Segment Start: Data section

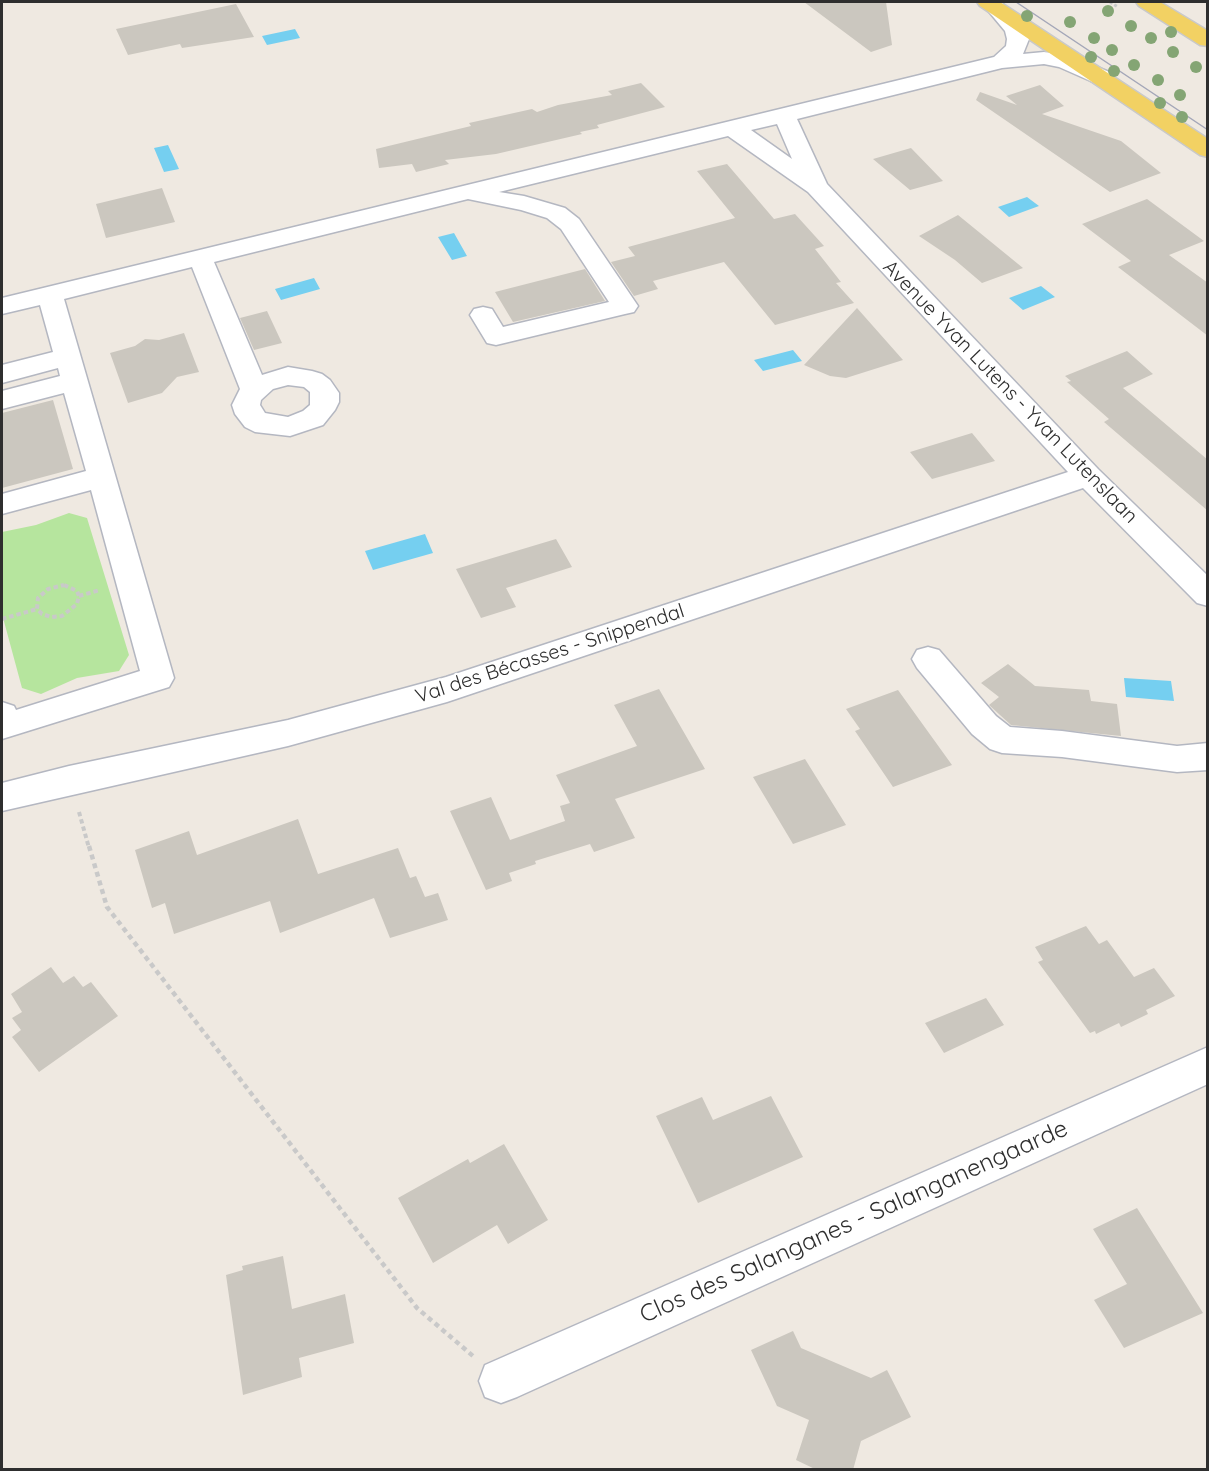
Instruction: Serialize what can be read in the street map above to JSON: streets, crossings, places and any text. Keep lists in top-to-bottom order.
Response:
{
  "streets": {
    "street": ["Avenue Yvan Lutens - Yvan Lutenslaan", "Val des Bécasses - Snippendal", "Clos des Salanganes - Salanganengaarde"]
  },
  "crossings": [
    ["Avenue Yvan Lutens - Yvan Lutenslaan", "Val des Bécasses - Snippendal"]
  ]
}
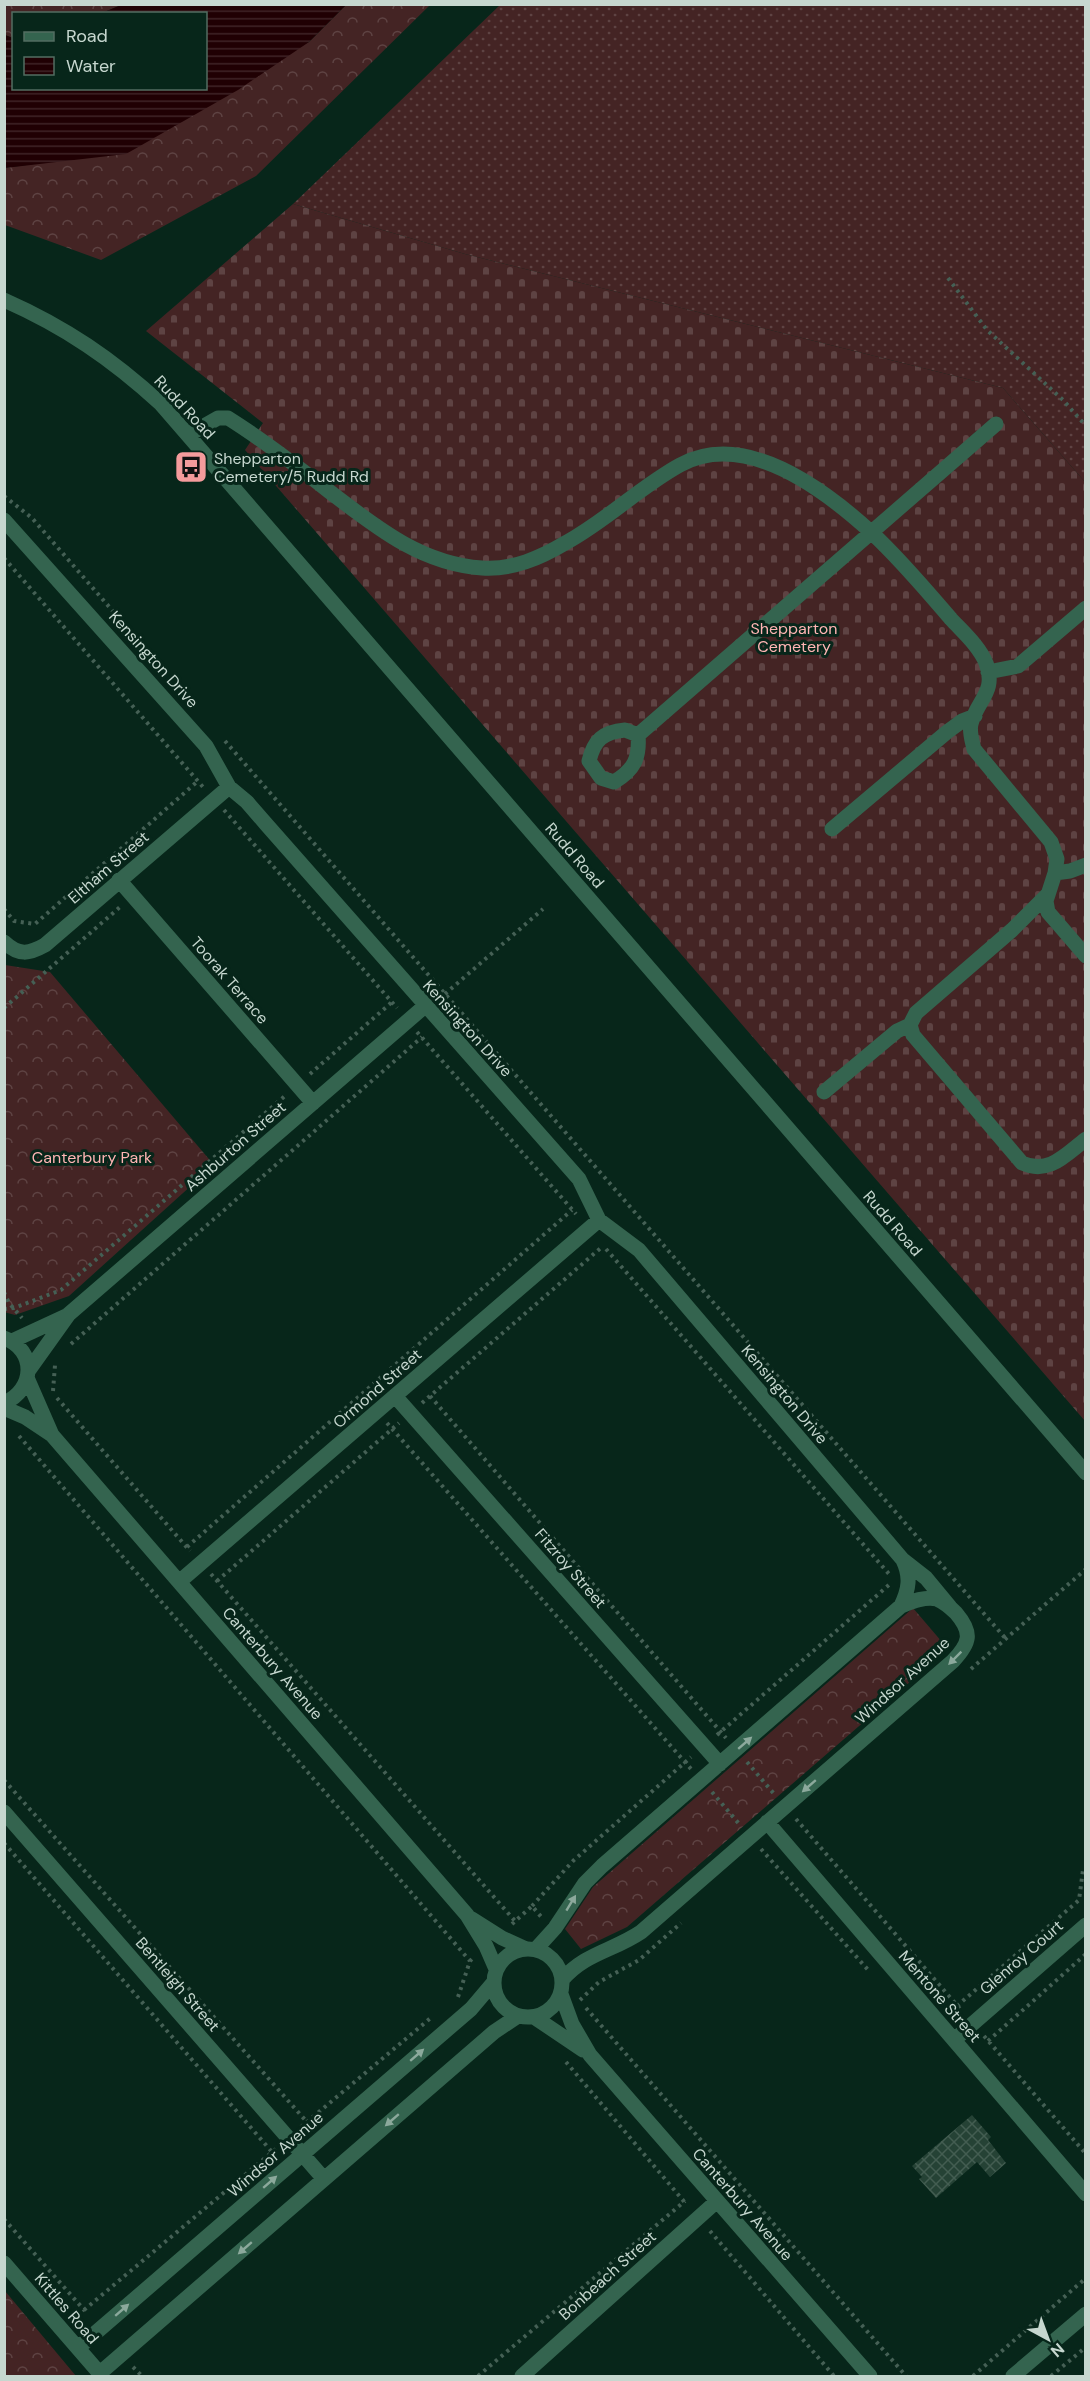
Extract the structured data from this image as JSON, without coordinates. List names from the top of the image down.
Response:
{
  "streets": {
    "street": [
      "Rudd Road",
      "Kensington Drive",
      "Eltham Street",
      "Toorak Terrace",
      "Ashburton Street",
      "Ormond Street",
      "Fitzroy Street",
      "Canterbury Avenue",
      "Windsor Avenue",
      "Glenroy Court",
      "Bentleigh Street",
      "Mentone Street",
      "Bonbeach Street",
      "Kittles Road"
    ]
  },
  "crossings": [
    ["Kensington Drive", "Eltham Street"],
    ["Kensington Drive", "Ashburton Street"],
    ["Kensington Drive", "Ormond Street"],
    ["Kensington Drive", "Windsor Avenue"],
    ["Eltham Street", "Toorak Terrace"],
    ["Toorak Terrace", "Ashburton Street"],
    ["Ashburton Street", "Canterbury Avenue"],
    ["Ormond Street", "Fitzroy Street"],
    ["Ormond Street", "Canterbury Avenue"],
    ["Canterbury Avenue", "Windsor Avenue"],
    ["Canterbury Avenue", "Bonbeach Street"],
    ["Windsor Avenue", "Bentleigh Street"],
    ["Windsor Avenue", "Mentone Street"],
    ["Windsor Avenue", "Kittles Road"],
    ["Glenroy Court", "Mentone Street"]
  ],
  "parks": ["Shepparton Cemetery", "Canterbury Park"],
  "places": {
    "bus stop": ["Shepparton Cemetery/5 Rudd Rd"]
  },
  "legend": ["Road", "Water"],
  "north": "bottom right"
}
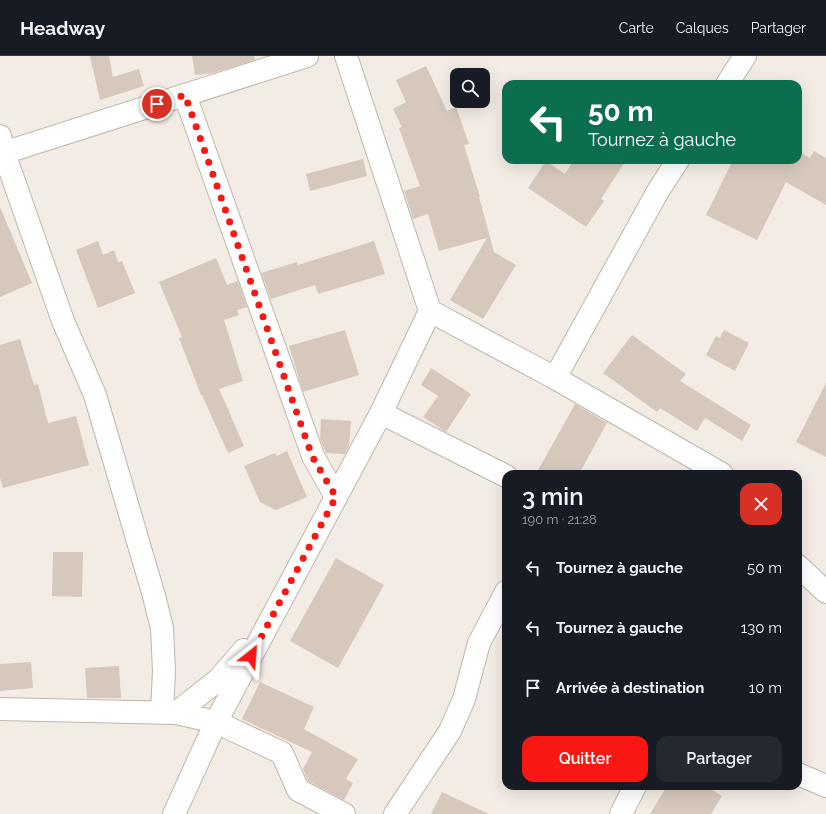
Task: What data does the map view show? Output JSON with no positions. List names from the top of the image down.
{
  "page": {
    "header": "Headway",
    "nav": ["Carte", "Calques", "Partager"],
    "turn": ["50 m", "Tournez à gauche"],
    "heading": ["3 min", "190 m · 21:28"],
    "list": [
      {
        "name": "Tournez à gauche",
        "value": "50 m"
      },
      {
        "name": "Tournez à gauche",
        "value": "130 m"
      },
      {
        "name": "Arrivée à destination",
        "value": "10 m"
      }
    ],
    "buttons": ["Quitter", "Partager"]
  }
}
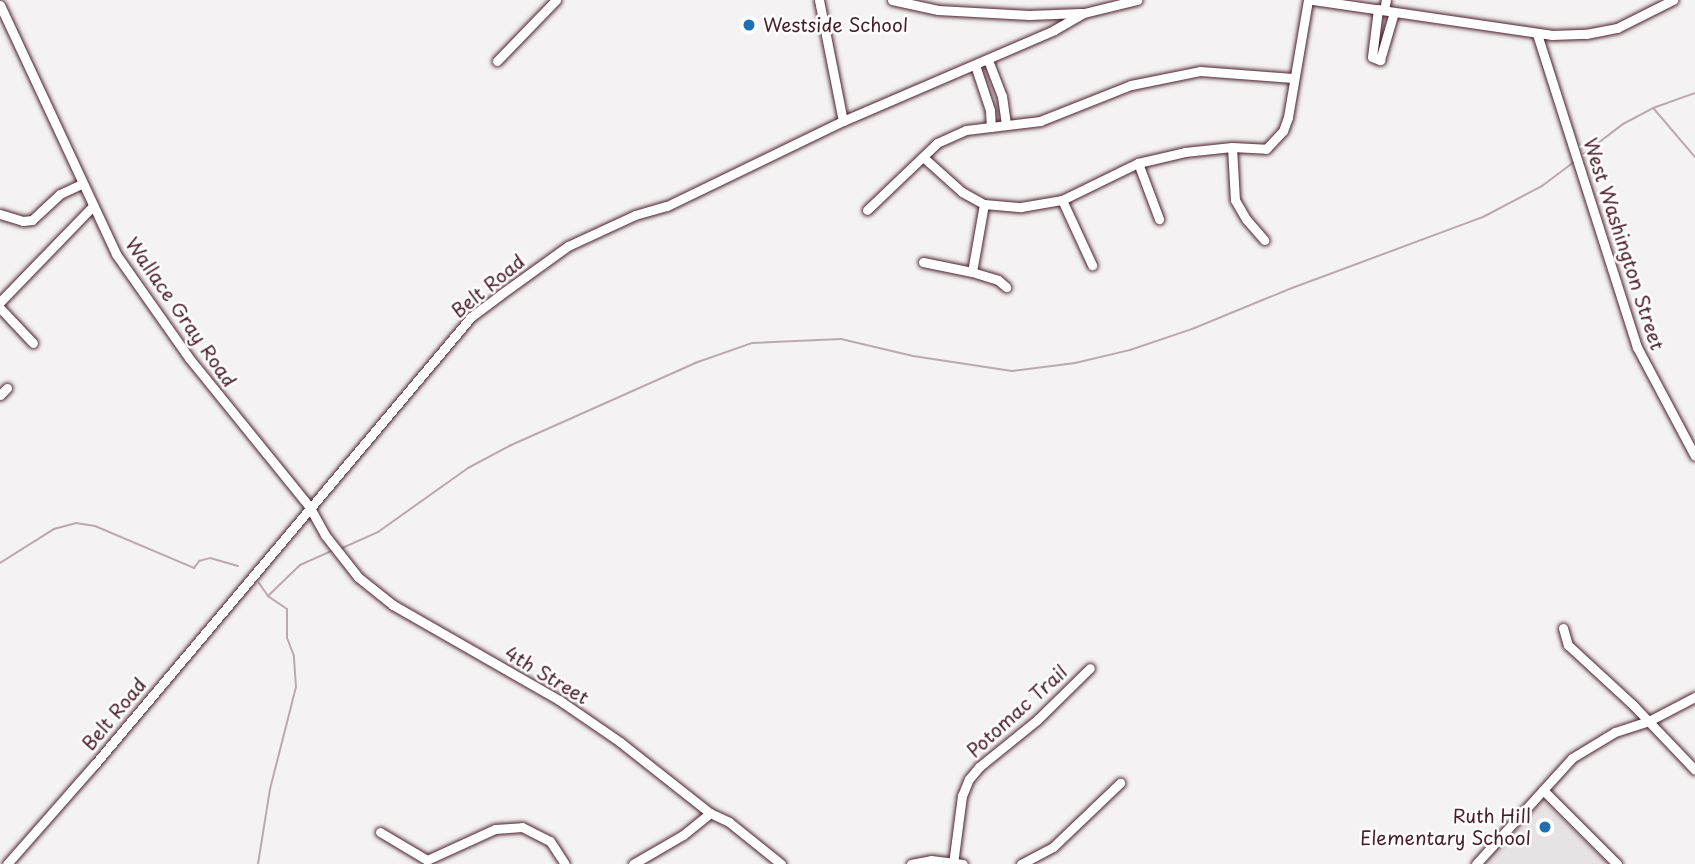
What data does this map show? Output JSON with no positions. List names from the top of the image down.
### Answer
{
  "streets": {
    "street": [
      "West Washington Street",
      "Belt Road",
      "Wallace Gray Road",
      "4th Street",
      "Potomac Trail"
    ]
  },
  "crossings": [
    ["Belt Road", "Wallace Gray Road"],
    ["Belt Road", "4th Street"],
    ["Wallace Gray Road", "4th Street"]
  ],
  "places": ["Westside School", "Ruth Hill Elementary School"]
}
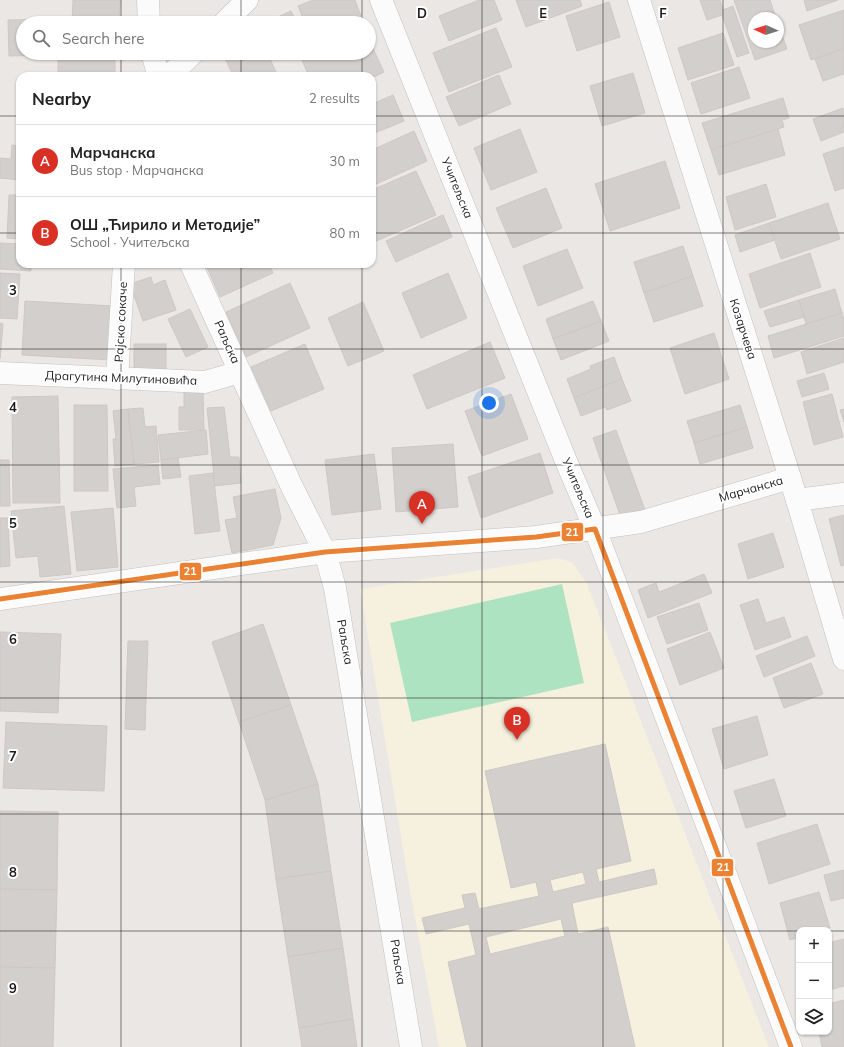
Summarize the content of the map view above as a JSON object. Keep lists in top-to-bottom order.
{
  "streets": {
    "street": [
      "Учитељска",
      "Рајско сокаче",
      "Козарчева",
      "Раљска",
      "Драгутина Милутиновића",
      "Марчанска"
    ]
  },
  "crossings": [
    ["Учитељска", "Марчанска"],
    ["Рајско сокаче", "Драгутина Милутиновића"],
    ["Козарчева", "Марчанска"],
    ["Раљска", "Драгутина Милутиновића"],
    ["Раљска", "Марчанска"]
  ],
  "lines": ["transit line 21"],
  "north": "left",
  "page": {
    "search": "Search here",
    "heading": ["Nearby", "2 results"],
    "list": [
      {
        "mark": "A",
        "name": "Марчанска",
        "note": "Bus stop · Марчанска",
        "value": "30 m"
      },
      {
        "mark": "B",
        "name": "ОШ „Ћирило и Методије”",
        "note": "School · Учитељска",
        "value": "80 m"
      }
    ],
    "pins": ["A", "B"],
    "map_buttons": ["+", "−"]
  },
  "grid": {
    "columns": ["D", "E", "F"],
    "rows": [
      "3",
      "4",
      "5",
      "6",
      "7",
      "8",
      "9"
    ]
  }
}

Segment End: Data section

What you are asked to do: Working from the entries above, return all lines that contain "this".

Answer area:
Extract the structured data from this image as JSON, without coordinates. List names from the top of the image down.
What data does this map show? Output JSON with no positions. List names from the top of the image down.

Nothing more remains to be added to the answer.